┌────────

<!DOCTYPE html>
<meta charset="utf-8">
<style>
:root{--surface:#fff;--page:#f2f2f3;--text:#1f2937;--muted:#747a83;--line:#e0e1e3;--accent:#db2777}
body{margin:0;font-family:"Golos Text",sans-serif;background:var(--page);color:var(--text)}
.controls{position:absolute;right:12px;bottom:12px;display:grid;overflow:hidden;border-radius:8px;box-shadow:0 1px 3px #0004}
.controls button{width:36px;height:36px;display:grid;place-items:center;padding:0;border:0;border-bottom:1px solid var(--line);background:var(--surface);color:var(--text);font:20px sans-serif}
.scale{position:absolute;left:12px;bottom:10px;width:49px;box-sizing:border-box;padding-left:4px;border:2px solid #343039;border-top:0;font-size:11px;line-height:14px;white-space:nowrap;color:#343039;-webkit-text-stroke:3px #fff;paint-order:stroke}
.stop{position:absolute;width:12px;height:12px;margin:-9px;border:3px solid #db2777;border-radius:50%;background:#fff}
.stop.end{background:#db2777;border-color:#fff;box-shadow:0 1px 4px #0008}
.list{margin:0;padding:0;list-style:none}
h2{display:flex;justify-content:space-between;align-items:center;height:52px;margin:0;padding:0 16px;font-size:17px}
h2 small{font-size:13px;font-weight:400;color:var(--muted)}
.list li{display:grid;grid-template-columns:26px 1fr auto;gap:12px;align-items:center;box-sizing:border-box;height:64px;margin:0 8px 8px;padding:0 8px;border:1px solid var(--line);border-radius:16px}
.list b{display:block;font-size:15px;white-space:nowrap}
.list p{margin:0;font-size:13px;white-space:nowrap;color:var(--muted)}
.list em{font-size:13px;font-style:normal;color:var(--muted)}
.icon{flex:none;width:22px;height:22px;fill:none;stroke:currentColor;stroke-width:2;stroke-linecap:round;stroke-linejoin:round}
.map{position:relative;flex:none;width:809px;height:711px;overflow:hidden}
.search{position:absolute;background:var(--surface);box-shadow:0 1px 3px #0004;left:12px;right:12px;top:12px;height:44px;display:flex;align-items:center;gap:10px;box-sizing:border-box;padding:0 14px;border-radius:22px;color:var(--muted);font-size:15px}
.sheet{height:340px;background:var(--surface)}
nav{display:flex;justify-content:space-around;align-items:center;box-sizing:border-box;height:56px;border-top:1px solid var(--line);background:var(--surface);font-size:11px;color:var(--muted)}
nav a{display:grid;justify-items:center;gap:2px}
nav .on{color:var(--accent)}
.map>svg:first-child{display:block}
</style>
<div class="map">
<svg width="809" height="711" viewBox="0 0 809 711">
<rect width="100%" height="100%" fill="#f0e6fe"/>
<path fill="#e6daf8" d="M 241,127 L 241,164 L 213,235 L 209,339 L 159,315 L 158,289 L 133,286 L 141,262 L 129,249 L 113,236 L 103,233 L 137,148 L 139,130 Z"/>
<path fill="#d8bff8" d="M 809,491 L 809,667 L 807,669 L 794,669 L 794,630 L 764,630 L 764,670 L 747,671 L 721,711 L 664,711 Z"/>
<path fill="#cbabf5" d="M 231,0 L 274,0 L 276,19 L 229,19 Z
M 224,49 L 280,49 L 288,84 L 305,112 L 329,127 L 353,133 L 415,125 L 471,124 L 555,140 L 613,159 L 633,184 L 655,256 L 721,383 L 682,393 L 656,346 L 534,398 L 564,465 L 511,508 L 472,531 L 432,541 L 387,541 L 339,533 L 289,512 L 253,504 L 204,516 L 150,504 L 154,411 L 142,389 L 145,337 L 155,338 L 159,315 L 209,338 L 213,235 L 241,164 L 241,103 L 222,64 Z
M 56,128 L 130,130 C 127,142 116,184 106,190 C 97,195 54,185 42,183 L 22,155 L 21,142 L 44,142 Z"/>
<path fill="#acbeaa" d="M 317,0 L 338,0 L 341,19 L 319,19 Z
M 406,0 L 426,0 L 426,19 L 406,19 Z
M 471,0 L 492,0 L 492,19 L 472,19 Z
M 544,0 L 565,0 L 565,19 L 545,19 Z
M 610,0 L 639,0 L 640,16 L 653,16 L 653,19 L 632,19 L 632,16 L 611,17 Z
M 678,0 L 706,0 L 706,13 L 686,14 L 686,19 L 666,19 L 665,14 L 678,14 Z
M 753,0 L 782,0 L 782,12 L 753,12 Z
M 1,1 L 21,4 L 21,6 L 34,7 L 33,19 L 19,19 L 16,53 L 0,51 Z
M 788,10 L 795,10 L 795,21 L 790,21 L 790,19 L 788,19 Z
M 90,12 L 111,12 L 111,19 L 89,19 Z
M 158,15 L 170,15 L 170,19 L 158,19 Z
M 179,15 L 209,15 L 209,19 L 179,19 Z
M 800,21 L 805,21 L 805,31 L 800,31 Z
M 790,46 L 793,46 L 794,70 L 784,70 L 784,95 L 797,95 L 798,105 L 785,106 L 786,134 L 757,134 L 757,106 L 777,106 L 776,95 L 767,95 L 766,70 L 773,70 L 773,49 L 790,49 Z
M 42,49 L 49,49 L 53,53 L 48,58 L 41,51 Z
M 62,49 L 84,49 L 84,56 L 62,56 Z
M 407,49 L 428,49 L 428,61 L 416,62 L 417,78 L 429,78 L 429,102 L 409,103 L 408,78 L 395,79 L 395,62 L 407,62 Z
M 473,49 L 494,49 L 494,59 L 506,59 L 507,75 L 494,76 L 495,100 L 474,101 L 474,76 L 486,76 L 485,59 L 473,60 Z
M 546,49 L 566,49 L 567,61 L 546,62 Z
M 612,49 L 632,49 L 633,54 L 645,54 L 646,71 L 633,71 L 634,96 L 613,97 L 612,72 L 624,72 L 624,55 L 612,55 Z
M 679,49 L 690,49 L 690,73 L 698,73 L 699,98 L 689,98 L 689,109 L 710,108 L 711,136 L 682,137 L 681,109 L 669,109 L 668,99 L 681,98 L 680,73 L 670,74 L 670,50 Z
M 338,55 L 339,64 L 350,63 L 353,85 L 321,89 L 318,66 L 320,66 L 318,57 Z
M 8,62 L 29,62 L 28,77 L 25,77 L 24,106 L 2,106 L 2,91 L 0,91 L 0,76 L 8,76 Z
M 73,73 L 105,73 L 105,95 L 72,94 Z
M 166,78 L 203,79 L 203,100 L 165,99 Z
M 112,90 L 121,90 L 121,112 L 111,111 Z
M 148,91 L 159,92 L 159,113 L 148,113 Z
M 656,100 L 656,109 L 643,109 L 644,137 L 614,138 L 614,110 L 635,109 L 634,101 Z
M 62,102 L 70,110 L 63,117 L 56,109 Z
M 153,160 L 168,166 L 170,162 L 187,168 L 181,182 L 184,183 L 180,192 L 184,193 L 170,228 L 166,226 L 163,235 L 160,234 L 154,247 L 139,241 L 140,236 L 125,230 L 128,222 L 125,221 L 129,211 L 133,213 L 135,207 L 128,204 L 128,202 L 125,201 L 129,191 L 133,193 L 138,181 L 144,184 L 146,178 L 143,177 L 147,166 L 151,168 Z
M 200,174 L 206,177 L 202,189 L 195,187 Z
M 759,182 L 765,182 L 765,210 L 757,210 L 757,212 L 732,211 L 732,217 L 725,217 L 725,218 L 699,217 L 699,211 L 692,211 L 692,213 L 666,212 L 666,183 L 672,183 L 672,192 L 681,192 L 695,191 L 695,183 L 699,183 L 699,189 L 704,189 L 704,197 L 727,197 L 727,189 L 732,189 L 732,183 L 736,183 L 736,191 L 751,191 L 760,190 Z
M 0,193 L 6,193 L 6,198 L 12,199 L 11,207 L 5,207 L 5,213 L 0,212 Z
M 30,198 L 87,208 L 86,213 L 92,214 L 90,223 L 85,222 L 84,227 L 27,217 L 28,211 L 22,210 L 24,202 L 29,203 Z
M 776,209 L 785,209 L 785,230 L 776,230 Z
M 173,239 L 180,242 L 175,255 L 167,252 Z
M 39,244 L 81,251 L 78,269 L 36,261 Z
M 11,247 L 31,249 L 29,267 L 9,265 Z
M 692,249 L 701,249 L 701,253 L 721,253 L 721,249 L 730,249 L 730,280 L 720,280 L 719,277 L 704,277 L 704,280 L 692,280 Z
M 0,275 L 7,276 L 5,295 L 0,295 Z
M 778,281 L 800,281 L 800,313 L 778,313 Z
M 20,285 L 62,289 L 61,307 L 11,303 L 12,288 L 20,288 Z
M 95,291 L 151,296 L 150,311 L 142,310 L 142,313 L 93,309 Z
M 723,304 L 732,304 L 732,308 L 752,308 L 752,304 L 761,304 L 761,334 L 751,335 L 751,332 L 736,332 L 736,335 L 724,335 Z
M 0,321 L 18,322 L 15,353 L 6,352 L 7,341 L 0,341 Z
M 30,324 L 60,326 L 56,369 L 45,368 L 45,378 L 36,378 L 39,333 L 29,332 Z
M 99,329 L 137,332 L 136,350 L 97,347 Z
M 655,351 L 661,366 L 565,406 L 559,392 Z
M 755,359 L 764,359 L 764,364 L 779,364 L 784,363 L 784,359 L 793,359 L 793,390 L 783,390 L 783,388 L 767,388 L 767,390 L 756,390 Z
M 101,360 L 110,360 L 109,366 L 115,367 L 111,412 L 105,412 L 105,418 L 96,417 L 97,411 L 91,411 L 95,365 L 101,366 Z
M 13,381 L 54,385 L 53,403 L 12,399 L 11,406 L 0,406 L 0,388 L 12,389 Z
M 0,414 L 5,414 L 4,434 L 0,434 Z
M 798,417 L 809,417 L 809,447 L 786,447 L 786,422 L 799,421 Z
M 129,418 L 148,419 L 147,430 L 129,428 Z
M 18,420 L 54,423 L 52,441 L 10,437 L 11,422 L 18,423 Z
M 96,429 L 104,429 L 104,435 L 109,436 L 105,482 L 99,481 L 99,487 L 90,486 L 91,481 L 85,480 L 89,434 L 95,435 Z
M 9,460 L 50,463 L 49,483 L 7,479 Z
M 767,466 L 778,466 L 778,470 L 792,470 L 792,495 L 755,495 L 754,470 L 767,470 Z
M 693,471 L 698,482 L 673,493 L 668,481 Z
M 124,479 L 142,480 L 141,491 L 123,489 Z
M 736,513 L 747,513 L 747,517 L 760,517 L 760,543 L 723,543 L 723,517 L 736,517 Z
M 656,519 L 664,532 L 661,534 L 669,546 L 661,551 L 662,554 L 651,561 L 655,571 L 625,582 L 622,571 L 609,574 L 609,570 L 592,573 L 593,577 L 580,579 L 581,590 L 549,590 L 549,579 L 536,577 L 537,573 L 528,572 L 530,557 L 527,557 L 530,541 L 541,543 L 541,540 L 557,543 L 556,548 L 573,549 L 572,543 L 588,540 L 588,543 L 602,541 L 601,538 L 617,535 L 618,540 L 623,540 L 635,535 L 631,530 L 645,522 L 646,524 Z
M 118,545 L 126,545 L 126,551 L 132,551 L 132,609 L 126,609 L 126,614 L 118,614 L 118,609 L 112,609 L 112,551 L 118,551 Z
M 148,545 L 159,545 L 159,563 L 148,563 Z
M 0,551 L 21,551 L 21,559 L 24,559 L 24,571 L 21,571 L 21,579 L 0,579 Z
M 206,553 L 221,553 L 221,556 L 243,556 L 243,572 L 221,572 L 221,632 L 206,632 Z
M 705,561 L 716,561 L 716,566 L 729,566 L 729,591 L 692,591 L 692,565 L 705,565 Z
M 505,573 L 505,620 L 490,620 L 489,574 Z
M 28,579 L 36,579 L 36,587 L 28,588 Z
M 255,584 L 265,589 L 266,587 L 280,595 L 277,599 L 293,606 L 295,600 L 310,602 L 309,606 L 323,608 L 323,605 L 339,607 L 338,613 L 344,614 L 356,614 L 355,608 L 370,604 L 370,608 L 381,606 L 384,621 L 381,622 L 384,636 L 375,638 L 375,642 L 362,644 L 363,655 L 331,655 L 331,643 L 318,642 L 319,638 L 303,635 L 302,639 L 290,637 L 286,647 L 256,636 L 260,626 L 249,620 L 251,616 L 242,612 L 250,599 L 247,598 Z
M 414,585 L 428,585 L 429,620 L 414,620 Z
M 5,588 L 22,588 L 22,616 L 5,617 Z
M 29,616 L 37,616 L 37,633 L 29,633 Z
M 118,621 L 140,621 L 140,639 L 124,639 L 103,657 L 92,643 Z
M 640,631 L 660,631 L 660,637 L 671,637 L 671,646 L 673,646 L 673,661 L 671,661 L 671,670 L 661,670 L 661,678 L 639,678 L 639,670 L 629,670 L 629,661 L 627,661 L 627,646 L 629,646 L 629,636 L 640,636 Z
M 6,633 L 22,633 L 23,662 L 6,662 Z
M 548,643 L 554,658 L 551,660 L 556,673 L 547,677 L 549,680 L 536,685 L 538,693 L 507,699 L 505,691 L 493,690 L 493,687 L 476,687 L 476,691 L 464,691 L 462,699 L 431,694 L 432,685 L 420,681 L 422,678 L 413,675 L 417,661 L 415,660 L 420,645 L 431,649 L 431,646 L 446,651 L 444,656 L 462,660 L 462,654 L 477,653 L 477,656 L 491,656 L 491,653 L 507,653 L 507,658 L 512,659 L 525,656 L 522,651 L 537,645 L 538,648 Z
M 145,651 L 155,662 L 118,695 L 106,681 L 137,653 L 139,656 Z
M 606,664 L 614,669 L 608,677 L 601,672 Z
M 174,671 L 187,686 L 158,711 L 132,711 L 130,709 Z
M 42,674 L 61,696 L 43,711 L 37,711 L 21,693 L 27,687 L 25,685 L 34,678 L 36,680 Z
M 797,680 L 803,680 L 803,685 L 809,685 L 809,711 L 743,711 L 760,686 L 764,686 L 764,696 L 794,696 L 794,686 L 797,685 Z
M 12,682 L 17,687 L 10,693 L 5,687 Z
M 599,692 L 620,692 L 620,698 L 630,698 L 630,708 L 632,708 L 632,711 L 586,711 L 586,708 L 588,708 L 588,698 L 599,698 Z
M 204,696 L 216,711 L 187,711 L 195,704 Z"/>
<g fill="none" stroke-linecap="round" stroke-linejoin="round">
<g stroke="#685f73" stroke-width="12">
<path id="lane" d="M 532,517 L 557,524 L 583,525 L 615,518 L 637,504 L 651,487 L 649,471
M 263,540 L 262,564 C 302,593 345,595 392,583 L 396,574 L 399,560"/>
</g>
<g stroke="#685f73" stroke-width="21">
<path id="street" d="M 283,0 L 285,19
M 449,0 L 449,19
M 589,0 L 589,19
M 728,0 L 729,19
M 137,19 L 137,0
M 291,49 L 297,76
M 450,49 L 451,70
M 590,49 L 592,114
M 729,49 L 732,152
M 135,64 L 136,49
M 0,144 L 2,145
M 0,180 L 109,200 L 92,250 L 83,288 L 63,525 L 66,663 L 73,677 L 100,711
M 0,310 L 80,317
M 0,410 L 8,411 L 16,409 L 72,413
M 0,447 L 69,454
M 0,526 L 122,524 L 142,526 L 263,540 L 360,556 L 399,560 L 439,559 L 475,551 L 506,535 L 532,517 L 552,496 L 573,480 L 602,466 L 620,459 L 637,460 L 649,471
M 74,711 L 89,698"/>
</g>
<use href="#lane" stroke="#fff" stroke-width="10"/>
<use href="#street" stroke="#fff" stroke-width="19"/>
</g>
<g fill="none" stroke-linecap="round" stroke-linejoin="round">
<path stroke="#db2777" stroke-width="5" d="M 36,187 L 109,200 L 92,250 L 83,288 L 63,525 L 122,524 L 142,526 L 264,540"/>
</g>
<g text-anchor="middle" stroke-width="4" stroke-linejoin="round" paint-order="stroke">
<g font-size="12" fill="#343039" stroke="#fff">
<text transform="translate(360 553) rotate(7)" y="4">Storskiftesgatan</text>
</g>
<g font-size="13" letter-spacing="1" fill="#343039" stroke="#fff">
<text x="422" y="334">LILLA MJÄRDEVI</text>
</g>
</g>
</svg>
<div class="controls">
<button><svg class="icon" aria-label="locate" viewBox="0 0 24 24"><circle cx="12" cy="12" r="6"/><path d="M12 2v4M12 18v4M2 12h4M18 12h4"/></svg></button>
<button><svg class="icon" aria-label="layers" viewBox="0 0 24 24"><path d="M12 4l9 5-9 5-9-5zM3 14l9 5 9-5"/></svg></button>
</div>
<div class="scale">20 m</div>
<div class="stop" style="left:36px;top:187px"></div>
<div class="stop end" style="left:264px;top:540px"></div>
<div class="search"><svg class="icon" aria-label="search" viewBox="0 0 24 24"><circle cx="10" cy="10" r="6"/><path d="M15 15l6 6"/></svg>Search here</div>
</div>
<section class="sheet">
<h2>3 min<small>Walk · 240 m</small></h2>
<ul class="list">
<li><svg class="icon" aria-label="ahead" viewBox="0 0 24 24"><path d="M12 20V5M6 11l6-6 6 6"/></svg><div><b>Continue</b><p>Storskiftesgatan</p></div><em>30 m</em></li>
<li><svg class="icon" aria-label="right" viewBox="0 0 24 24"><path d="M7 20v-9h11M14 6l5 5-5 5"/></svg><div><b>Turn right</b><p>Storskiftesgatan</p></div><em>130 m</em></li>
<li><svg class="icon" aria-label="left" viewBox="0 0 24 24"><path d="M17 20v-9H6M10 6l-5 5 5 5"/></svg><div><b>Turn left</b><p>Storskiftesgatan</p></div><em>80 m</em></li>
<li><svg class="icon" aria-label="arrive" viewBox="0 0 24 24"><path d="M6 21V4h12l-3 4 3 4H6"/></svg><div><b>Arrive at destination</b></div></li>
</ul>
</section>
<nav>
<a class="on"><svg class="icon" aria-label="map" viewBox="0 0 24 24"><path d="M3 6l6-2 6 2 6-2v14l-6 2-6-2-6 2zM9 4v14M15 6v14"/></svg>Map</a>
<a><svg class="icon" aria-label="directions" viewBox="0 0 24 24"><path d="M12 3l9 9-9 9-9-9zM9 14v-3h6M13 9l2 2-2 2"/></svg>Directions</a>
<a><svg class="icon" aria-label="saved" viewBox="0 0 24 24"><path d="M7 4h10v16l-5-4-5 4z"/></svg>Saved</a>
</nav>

└────────

#### [Task goal]
Whenever the string "sans" occurs in a line of the entries above, copy that line.

#### [Answer space]
body{margin:0;font-family:"Golos Text",sans-serif;background:var(--page);color:var(--text)}
.controls button{width:36px;height:36px;display:grid;place-items:center;padding:0;border:0;border-bottom:1px solid var(--line);background:var(--surface);color:var(--text);font:20px sans-serif}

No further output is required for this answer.